* _YOUR TASK_
What lines below contain the string "Ковачића"? List them all.

* _Stored items_
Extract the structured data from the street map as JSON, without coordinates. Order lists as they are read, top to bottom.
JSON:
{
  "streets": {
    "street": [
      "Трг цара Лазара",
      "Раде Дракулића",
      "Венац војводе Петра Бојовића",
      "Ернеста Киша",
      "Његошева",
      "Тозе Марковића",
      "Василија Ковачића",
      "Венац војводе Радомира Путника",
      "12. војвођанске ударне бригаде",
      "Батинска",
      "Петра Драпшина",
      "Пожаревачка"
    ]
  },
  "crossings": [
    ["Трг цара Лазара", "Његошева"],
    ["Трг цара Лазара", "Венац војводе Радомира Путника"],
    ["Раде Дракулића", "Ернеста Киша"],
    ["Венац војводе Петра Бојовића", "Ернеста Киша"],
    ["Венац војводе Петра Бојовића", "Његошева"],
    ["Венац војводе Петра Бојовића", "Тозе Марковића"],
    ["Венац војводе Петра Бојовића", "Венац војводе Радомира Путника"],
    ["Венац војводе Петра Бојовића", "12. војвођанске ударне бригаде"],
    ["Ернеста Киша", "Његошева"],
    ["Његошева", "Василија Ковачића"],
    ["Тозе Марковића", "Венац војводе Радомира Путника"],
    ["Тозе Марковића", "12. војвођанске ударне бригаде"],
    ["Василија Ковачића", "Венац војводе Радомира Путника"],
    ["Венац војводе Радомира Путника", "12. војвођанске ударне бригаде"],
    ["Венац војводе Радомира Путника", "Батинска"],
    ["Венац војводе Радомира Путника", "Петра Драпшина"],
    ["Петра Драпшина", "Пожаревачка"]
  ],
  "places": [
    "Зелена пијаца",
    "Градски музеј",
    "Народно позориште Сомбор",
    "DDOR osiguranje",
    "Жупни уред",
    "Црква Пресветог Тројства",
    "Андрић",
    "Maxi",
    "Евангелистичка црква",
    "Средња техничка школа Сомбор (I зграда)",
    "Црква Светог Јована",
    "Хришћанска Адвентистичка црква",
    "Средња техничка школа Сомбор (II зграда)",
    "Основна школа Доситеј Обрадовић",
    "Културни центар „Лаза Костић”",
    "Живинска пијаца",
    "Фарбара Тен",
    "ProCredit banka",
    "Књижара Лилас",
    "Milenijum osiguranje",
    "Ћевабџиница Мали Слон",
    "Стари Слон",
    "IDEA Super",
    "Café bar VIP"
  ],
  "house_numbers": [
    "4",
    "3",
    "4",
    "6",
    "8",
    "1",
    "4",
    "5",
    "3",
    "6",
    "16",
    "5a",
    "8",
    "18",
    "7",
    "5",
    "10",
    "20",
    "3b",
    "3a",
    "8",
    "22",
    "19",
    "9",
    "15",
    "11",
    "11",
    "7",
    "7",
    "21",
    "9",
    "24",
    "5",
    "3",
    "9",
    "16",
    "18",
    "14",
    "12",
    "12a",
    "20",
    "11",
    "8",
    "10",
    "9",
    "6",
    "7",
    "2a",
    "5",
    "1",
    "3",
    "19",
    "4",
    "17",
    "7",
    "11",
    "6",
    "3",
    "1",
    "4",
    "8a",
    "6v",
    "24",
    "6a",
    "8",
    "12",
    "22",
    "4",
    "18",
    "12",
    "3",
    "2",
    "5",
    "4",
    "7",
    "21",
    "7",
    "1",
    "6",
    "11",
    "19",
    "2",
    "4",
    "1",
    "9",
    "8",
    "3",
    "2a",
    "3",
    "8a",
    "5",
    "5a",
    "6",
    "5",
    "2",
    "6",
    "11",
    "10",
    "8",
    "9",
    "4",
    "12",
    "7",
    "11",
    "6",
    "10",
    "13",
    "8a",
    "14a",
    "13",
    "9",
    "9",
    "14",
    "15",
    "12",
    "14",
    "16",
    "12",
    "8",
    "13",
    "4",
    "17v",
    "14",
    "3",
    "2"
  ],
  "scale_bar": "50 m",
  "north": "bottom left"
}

* _TASK RESULT_
      "Василија Ковачића",
    ["Његошева", "Василија Ковачића"],
    ["Василија Ковачића", "Венац војводе Радомира Путника"],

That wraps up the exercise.